**TASK INPUTS**:
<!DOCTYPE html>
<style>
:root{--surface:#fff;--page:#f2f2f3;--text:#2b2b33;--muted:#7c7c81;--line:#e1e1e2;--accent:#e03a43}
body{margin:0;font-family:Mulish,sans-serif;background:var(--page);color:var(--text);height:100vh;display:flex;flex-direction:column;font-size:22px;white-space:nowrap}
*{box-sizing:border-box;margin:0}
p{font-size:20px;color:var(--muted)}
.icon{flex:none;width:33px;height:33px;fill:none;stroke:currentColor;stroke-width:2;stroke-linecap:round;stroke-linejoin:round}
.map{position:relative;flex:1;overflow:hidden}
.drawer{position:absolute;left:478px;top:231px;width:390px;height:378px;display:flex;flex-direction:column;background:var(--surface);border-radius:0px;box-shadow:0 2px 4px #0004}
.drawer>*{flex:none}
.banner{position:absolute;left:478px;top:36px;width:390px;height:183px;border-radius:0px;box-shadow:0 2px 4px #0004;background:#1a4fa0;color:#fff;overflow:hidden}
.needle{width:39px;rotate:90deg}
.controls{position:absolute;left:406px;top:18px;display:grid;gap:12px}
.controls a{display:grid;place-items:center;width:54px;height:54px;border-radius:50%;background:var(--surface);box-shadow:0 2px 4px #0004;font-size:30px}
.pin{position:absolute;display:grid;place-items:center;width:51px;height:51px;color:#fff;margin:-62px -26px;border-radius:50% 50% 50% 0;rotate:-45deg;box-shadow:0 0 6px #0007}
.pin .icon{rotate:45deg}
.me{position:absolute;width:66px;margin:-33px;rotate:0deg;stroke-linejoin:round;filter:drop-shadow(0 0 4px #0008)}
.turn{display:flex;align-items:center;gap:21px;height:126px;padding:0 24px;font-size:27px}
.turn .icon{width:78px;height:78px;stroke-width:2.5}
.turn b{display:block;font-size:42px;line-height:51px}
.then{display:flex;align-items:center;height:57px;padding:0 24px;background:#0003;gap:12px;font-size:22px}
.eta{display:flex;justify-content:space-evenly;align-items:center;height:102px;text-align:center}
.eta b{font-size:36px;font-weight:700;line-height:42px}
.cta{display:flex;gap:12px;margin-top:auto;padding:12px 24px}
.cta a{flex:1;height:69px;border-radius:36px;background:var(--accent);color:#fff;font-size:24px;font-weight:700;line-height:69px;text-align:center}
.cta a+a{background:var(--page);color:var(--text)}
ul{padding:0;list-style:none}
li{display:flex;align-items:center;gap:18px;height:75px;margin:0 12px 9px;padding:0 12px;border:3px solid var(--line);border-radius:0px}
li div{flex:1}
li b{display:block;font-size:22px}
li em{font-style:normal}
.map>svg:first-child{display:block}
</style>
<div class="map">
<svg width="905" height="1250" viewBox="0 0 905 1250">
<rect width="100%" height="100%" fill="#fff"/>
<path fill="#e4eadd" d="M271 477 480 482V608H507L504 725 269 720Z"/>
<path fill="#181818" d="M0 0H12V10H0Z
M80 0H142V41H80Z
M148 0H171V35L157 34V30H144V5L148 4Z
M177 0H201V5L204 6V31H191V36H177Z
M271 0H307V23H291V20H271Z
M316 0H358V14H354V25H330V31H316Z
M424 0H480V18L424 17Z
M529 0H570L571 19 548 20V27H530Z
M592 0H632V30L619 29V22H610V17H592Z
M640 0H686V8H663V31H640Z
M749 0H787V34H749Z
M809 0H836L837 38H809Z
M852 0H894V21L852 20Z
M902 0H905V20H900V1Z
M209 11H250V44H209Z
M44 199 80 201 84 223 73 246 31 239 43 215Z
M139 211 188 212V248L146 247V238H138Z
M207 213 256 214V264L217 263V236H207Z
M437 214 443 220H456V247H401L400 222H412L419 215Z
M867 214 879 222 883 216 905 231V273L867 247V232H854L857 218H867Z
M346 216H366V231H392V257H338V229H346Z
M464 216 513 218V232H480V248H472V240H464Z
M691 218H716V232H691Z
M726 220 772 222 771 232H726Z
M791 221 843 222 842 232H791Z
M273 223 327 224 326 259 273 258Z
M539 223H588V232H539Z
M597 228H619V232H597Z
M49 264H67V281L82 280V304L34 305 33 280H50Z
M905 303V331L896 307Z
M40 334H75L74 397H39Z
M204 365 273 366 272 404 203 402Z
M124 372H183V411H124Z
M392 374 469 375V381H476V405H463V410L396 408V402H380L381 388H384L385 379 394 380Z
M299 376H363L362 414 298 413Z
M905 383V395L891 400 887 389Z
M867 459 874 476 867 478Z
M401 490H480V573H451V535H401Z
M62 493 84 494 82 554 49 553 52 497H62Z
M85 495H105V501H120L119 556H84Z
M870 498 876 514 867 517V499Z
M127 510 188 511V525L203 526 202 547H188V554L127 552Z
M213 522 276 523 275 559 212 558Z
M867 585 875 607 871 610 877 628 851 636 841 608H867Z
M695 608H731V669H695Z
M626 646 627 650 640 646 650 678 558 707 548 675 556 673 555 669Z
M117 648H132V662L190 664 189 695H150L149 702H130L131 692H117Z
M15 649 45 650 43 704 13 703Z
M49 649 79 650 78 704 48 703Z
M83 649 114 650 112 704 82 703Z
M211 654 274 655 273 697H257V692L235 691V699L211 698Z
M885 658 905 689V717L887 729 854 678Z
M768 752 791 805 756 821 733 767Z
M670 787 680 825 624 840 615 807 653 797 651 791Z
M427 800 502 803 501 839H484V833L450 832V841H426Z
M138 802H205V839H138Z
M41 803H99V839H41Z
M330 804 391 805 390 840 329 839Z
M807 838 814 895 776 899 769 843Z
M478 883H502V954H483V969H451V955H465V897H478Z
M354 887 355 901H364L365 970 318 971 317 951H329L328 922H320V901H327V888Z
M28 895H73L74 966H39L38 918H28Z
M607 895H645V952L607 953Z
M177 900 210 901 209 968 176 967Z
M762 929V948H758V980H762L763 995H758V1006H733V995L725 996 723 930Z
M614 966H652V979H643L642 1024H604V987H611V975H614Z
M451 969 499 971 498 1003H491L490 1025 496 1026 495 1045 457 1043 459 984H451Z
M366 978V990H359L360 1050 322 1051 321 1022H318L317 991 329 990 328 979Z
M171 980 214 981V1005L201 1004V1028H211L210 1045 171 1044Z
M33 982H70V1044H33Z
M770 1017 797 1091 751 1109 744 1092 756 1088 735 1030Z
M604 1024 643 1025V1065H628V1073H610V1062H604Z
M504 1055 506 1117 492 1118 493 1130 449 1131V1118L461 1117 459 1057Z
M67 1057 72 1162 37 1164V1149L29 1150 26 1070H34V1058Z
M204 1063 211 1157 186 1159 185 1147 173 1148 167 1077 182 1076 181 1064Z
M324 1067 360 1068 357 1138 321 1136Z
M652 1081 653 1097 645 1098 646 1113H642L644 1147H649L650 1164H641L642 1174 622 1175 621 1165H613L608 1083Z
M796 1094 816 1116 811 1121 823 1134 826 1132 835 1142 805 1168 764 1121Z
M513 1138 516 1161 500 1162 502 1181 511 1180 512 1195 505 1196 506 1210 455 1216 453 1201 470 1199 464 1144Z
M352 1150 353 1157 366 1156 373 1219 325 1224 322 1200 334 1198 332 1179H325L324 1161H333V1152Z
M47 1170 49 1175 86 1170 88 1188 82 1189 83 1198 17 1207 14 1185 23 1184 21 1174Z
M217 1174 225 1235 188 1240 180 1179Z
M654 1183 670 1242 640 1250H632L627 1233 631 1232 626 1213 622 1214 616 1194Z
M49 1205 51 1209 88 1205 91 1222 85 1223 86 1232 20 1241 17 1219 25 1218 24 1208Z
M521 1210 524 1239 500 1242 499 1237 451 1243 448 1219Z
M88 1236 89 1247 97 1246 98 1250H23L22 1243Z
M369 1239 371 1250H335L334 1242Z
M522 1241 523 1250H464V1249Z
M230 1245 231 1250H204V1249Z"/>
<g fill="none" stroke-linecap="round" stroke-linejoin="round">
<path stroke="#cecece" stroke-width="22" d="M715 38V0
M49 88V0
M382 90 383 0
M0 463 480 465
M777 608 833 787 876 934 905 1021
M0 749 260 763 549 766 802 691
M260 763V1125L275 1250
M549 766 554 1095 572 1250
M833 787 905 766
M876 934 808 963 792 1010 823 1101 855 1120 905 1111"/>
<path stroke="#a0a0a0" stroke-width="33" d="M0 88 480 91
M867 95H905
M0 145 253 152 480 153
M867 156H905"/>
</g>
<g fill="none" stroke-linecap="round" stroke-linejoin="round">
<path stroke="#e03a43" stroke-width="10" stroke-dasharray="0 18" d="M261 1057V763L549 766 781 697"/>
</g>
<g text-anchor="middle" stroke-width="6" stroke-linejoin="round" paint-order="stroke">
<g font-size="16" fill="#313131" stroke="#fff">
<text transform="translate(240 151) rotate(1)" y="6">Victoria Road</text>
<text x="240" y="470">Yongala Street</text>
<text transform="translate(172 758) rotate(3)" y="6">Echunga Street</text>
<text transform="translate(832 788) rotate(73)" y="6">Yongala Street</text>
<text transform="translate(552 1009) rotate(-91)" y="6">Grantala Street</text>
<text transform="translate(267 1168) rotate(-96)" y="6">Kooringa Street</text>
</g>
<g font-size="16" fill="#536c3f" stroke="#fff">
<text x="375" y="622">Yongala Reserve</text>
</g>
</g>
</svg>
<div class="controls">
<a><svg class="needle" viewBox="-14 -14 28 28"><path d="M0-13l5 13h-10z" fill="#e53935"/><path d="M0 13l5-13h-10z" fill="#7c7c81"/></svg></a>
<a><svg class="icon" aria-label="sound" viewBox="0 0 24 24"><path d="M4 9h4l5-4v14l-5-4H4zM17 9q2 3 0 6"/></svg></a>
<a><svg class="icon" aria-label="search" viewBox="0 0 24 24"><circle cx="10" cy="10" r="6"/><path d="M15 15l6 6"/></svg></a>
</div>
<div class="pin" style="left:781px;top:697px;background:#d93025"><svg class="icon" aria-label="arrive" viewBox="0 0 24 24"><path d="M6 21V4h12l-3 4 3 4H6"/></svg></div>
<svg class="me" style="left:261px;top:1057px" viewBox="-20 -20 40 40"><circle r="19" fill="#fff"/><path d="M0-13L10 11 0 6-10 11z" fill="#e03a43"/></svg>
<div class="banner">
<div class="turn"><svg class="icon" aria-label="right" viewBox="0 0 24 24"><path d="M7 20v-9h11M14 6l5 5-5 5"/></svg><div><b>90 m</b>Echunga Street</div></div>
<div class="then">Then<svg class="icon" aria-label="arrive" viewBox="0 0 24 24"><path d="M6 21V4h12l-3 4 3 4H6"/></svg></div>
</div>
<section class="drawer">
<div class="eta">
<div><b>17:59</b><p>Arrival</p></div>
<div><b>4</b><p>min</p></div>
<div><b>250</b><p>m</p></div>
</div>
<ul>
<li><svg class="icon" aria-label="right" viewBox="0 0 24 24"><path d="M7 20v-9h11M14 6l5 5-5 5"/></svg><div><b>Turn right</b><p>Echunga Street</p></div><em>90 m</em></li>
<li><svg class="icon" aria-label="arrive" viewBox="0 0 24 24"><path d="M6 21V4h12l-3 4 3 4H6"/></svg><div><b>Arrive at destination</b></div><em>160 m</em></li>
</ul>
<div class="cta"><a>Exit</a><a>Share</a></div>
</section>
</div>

**INSTRUCTIONS FOR THE TASK**: Say how many lines in the records hold "direction", with the number as the whole reply.

**EXERCISE RESULT**: 2